その後、グレアムは、犠牲となった二家族にある共通点を見つけ、ダラハイドを追い詰めていきます。


とあらすじはここまでにしておきます。

ダラハイドが「レッド・ドラゴン」という神を創り出したのは、元々は虐待という辛い体験から自らを救済するためだったのだと思います。
したがって、その神は当然、ダラハイドにとって色々と都合の良い存在であるわけです。
ストーリーの途中、ダラハイドは盲目の女性に純粋な恋心を抱くのですが、この「レッド・ドラゴン」は彼女の殺害をも指示します。
彼女への愛ゆえに、ダラハイドは苦悩します。
自分で自分にそんな指示を出しておいて、「ぼ、僕にはできない!」と頭を悩ませるなんて、よく考えてみれば、おかしな話です。
しかし、こうした成り行きはストーリーとしてきちんと成立して見えるし、ダラハイドが苦悩する姿もリアリスティックです。
人間の心というものがそれだけ謎に満ちているということを私たち自身がよく知っているからだと思います。

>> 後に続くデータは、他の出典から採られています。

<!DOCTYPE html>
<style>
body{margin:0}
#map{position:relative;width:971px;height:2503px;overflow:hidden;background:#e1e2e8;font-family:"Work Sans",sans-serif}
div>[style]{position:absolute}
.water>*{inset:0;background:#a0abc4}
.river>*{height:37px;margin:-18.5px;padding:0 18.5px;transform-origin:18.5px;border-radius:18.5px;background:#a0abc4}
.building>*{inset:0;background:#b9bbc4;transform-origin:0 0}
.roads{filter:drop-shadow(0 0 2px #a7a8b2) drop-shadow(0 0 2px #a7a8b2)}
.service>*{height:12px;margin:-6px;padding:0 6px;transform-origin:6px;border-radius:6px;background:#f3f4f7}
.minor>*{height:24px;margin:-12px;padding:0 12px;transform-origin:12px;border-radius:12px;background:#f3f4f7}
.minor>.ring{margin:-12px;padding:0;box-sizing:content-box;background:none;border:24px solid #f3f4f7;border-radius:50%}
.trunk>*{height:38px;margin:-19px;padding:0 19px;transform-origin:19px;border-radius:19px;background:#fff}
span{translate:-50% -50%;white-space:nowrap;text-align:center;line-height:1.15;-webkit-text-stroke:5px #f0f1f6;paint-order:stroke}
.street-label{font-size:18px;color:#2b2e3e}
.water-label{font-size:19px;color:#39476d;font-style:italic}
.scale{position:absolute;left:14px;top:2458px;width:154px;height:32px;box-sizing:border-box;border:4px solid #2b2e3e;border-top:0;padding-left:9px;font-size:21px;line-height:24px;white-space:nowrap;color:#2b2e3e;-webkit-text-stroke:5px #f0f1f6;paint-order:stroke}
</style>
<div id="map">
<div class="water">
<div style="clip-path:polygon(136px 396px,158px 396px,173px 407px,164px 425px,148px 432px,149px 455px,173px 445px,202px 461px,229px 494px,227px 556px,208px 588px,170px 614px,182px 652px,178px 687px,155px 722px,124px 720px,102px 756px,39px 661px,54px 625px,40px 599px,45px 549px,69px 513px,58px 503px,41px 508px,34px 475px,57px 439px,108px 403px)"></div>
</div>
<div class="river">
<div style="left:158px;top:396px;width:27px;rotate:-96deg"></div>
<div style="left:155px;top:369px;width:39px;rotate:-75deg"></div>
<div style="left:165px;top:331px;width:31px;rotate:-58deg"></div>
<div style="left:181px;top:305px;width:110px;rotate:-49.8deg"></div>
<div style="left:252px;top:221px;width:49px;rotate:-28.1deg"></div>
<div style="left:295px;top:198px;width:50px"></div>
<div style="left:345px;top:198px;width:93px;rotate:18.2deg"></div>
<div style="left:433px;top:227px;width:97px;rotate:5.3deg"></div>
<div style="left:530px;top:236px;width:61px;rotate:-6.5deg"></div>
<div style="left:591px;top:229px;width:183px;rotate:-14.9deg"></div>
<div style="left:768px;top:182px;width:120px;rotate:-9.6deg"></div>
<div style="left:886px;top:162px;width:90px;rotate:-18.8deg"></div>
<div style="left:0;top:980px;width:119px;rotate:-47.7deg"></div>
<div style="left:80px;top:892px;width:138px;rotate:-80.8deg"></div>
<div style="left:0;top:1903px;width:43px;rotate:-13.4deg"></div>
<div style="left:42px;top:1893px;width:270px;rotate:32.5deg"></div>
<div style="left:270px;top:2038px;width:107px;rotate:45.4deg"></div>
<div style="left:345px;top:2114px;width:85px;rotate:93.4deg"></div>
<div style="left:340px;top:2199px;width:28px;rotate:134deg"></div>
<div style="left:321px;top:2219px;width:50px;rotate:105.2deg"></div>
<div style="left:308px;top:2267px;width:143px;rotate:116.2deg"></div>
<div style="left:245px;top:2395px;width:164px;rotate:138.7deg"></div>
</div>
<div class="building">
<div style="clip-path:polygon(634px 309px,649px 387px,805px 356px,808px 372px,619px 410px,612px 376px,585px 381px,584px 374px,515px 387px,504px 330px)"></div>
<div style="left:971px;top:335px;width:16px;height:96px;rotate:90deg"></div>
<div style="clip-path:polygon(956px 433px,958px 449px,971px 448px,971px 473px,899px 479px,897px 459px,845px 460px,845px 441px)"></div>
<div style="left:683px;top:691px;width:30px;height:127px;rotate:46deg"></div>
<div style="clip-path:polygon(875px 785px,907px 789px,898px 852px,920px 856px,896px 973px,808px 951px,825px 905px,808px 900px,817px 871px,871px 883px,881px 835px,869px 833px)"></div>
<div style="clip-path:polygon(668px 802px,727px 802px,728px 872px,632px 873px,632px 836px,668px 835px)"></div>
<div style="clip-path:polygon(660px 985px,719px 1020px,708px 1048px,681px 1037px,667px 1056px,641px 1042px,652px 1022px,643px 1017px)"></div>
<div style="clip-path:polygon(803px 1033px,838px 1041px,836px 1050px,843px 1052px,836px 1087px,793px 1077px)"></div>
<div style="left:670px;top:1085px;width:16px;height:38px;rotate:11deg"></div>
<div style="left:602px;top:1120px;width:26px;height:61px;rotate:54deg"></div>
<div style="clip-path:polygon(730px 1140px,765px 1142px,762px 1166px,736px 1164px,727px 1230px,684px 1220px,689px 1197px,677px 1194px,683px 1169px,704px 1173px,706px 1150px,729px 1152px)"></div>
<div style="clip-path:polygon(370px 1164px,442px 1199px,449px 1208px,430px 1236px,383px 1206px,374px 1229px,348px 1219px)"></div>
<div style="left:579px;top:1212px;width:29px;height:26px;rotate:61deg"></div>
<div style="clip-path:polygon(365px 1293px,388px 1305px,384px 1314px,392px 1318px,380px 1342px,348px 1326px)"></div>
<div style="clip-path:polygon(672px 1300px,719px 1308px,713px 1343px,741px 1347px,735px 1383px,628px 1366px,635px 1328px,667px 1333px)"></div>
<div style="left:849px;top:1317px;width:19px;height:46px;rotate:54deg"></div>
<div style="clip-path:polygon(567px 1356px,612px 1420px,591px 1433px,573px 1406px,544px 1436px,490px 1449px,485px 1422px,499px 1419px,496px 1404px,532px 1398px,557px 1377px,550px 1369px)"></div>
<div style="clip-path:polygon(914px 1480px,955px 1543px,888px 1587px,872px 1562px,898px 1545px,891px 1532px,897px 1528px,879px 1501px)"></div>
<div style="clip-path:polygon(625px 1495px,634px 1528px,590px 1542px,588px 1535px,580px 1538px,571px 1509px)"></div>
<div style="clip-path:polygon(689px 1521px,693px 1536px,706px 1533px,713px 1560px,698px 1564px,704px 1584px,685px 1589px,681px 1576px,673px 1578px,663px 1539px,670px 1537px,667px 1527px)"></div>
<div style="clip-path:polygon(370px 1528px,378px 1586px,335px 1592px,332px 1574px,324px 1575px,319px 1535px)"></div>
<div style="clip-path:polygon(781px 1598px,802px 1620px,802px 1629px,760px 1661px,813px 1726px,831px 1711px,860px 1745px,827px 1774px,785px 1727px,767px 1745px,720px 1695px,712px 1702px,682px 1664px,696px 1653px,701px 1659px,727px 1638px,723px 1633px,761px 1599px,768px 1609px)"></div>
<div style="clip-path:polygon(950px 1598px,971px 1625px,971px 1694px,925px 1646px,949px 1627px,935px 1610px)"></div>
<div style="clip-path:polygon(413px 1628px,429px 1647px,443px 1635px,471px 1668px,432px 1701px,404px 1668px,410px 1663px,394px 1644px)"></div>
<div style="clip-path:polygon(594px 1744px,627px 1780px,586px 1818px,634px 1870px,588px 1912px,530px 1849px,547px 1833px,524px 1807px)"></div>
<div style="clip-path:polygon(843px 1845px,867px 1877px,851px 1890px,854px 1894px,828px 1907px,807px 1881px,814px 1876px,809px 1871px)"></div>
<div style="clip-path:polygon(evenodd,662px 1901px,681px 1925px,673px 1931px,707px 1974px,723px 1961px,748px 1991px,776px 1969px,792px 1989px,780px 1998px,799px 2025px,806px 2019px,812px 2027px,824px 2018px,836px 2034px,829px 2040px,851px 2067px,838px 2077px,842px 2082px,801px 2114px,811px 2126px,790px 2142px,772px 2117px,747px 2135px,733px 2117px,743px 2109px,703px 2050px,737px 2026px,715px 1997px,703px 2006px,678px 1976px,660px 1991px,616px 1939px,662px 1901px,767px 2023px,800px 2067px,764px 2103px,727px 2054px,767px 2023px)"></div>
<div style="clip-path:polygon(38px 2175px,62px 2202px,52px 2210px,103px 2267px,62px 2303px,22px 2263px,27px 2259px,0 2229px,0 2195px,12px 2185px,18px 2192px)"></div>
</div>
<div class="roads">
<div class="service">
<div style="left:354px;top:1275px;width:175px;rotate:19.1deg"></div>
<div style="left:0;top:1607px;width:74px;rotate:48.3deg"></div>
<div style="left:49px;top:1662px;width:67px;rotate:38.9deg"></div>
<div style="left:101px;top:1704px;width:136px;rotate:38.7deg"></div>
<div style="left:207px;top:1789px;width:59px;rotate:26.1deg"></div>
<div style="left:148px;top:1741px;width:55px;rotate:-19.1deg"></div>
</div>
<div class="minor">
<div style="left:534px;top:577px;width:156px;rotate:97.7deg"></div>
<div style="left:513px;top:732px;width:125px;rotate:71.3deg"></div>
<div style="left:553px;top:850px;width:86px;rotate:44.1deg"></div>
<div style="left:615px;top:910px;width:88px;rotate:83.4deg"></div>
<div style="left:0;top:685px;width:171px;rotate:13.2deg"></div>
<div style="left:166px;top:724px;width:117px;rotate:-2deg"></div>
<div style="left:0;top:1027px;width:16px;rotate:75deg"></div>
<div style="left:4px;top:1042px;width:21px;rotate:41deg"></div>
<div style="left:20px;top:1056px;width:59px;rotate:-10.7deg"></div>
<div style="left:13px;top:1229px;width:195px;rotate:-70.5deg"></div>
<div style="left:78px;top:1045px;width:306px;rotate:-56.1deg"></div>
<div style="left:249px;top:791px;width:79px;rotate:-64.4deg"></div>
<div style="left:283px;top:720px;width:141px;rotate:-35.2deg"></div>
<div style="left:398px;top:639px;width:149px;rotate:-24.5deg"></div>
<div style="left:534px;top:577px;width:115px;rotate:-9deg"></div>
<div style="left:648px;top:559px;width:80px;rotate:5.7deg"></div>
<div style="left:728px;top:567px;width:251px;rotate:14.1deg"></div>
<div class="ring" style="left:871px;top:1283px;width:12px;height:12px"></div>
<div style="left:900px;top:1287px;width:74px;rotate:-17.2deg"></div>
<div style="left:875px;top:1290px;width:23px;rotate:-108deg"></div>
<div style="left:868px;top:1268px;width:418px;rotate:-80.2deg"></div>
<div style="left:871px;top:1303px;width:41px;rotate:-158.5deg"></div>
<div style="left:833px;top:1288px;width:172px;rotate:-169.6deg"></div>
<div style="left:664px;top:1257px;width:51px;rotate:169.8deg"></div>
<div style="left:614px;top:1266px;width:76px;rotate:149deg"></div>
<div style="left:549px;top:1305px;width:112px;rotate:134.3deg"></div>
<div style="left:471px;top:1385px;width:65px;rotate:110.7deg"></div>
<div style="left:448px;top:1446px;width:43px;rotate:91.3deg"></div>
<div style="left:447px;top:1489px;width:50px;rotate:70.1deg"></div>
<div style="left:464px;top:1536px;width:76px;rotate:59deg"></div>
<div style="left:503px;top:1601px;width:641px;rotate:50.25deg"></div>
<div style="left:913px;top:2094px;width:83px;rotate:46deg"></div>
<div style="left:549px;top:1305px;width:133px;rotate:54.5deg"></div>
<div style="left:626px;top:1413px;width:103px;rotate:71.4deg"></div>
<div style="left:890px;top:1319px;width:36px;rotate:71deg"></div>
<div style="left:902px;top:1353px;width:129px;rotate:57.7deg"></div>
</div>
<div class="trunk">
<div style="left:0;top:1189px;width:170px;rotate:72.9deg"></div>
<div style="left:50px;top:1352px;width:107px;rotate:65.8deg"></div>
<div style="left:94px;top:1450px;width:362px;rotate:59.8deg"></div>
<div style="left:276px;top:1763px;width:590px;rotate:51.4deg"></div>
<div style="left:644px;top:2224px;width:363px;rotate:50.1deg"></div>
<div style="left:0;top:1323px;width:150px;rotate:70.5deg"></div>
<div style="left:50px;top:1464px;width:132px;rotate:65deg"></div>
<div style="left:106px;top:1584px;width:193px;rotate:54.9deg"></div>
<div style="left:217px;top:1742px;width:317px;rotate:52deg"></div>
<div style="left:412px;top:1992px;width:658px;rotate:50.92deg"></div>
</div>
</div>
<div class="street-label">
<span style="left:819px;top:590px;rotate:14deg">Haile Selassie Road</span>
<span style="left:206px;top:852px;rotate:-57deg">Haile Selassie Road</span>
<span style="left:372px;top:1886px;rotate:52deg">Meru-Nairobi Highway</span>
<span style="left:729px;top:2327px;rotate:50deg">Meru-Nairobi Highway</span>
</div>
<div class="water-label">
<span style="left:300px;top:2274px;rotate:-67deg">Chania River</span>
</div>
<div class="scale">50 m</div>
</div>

ウェイト=スミス版をはじめとする魔術系タロットの大アルカナには、一枚一枚にヘブライ文字があてがわれています。
ヘブライ文字には意味があります。
例えば、「悪魔」には「アイン」というヘブライ文字が対応しているのですが、「アイン」は「目」を意味します。

 


この「目」は、「悪魔」のカードをより深く理解しようとする時、大切なキーワードになります。
「悪魔」は、知らない間に何かに囚われてしまっていることを示すカードです。
なぜ、人は何かに囚われてしまうのか?
それはその人が、今自分が見ているものが絶対だと思い込んでいるからです。
つまり、自分の視野が全体からすればほんの一部でしかないことに気付いていないのです。
なぜ気付かないのか、その理由は様々だと思います。
ダラハイドの場合は、幼少期の虐待が原因でした。
心が追いつめられると、見たいものしか見なくなり、そして、それが絶対的なものだと信じ込んでしまうのかもしれません。
「レッド・ドラゴン」はダラハイドの中で、全知全能の神であり、絶対的な存在なのです。
彼にとっては、レクター博士もまたそういった絶対的なものの一つだったのでしょう。
自分で創り出した幼稚な神を崇拝して、罪もない人を殺害したとしても、決して本当の意味では心が満たされることなどない、という現実をダラハイドの目は見ようとしなかったのですね。

とはいえ、エンタメの世界で、こんなことを言い出すと、元も子もなくなってしまうかもしれません。
人間の不条理、人間の愚かさをリアルに描いた物語ほど、面白いものはないですもんね。